# [EXERCISE GOAL]
Within this material, how many lines have the string "nowrap" in them? The answer is a number, with nothing added.

# [MATERIAL SUPPLIED]
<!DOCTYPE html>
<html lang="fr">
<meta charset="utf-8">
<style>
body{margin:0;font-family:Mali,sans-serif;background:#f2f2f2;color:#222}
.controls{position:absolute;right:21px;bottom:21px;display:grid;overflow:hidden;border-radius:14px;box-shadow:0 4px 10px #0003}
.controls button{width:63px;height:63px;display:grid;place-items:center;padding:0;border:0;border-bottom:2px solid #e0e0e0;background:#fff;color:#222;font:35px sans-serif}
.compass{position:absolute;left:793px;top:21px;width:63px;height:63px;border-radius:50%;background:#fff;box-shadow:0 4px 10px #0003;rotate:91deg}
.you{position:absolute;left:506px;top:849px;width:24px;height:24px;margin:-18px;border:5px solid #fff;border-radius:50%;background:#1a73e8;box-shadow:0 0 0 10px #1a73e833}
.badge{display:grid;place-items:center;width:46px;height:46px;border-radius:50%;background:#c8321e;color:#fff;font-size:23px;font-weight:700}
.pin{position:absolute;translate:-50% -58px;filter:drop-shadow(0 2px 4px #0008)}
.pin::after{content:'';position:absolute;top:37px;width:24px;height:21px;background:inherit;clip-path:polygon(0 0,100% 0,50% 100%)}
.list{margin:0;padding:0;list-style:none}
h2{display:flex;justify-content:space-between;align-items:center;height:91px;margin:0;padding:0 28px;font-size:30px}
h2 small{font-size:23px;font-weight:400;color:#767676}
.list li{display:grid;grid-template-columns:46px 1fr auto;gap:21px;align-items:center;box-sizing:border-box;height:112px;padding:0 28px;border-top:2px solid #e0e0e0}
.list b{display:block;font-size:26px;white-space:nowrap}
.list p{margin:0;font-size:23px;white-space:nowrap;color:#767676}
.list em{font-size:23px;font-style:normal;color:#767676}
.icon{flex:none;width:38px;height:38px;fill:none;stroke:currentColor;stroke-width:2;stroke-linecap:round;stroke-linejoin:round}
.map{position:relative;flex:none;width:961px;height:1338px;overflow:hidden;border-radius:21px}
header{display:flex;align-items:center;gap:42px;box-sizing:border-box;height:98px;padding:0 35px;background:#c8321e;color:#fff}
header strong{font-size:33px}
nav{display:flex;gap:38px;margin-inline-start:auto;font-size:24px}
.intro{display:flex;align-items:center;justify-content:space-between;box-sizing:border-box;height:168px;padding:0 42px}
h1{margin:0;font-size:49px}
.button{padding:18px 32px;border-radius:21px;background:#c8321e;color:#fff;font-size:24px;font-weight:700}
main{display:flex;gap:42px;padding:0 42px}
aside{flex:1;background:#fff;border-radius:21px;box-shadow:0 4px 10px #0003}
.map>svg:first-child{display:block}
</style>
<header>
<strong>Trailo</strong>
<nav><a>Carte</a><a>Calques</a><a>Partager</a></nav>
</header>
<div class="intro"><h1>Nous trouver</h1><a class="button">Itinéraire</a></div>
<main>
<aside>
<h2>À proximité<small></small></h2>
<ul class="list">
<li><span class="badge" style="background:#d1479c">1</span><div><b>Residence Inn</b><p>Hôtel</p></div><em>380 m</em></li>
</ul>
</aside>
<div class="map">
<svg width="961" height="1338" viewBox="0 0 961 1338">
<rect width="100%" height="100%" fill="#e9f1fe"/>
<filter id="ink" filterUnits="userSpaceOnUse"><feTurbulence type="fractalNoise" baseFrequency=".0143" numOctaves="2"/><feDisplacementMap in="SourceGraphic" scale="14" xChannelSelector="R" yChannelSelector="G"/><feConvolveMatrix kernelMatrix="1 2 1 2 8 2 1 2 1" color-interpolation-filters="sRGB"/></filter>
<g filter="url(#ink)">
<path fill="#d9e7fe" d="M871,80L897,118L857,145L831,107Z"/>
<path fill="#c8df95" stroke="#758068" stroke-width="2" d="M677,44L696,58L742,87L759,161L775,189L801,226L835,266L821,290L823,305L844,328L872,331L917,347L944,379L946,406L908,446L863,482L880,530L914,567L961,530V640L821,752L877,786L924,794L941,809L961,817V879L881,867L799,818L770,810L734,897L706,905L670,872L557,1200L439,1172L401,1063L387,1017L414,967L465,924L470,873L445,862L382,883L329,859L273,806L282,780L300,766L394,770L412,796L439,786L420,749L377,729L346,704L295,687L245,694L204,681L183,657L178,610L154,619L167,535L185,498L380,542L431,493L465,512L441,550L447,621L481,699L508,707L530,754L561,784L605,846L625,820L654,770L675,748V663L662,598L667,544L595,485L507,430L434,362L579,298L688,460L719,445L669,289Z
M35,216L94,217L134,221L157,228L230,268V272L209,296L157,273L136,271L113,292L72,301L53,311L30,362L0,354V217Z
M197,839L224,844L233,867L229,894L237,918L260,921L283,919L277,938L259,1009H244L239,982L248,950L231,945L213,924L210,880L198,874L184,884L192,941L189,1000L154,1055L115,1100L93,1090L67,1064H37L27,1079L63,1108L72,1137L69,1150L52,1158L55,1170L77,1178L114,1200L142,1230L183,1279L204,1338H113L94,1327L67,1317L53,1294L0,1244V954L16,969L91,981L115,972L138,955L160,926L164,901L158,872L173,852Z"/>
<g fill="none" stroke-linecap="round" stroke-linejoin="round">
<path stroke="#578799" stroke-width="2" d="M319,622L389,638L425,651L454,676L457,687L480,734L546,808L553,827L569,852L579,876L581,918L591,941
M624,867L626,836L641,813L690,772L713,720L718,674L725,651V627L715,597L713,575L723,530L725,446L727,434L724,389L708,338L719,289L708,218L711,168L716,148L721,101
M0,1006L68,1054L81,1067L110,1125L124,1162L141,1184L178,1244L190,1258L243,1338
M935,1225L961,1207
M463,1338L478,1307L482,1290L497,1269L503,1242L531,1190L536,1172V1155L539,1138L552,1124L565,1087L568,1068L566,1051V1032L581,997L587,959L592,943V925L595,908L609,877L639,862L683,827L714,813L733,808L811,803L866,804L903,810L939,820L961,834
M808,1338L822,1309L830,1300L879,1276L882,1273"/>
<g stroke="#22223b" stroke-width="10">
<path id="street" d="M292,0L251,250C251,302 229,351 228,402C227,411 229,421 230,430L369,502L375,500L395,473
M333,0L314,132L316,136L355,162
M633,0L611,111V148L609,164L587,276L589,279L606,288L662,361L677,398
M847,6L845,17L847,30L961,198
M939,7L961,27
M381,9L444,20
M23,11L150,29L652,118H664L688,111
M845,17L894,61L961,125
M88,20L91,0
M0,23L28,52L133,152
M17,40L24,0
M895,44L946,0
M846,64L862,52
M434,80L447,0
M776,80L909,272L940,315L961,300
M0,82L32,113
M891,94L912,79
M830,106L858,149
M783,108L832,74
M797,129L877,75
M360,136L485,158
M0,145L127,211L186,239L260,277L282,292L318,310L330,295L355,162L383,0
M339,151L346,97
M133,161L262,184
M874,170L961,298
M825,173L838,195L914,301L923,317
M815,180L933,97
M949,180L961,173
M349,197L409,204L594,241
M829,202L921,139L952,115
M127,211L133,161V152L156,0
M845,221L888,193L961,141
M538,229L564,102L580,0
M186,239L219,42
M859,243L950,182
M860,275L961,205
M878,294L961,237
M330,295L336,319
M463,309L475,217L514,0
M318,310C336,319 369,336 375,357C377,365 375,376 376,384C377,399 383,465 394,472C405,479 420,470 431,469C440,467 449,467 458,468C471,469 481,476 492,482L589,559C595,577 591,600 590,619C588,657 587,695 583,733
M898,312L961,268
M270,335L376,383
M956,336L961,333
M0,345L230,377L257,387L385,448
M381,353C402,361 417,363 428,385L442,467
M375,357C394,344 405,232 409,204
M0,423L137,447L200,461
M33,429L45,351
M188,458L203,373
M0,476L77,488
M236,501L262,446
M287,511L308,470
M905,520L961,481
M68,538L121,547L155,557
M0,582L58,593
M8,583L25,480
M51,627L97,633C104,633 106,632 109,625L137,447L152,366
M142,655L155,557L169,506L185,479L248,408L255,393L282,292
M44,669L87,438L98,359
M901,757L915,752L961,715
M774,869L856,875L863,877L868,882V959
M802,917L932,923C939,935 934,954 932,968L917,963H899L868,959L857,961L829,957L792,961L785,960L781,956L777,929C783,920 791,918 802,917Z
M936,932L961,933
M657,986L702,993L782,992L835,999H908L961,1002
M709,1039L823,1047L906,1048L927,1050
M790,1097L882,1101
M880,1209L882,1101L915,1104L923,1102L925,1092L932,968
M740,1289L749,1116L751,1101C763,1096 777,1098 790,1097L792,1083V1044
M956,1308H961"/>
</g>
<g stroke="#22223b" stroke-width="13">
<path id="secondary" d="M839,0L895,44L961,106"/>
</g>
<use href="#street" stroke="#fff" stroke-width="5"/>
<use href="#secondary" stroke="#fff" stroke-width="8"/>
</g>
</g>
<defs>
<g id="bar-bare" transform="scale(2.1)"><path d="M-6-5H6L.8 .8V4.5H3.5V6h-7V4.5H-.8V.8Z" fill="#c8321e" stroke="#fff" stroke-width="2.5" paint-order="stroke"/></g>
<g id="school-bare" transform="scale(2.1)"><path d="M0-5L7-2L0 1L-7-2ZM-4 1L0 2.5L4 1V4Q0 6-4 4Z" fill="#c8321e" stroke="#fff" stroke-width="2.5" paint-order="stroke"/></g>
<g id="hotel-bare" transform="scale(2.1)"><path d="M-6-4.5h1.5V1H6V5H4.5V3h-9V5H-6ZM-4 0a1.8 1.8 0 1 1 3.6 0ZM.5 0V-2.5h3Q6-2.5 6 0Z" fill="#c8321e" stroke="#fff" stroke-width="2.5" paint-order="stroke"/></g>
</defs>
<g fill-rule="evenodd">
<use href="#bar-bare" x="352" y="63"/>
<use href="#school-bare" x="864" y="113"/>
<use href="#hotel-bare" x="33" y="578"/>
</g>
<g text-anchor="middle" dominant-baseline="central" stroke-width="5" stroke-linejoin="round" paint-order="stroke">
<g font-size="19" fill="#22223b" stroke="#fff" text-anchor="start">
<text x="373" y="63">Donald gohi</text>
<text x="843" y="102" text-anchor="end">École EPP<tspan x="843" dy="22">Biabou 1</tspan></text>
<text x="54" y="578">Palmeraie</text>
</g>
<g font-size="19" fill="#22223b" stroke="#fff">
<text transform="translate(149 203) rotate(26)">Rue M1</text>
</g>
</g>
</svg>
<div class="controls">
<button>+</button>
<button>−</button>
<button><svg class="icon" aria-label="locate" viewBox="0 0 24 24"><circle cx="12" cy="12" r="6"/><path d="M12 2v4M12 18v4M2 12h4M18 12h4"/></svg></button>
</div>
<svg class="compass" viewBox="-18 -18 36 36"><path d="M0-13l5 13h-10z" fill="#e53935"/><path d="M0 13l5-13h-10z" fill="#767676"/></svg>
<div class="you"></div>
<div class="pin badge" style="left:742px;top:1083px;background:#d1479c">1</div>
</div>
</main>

# [SOLUTION BELOW]
2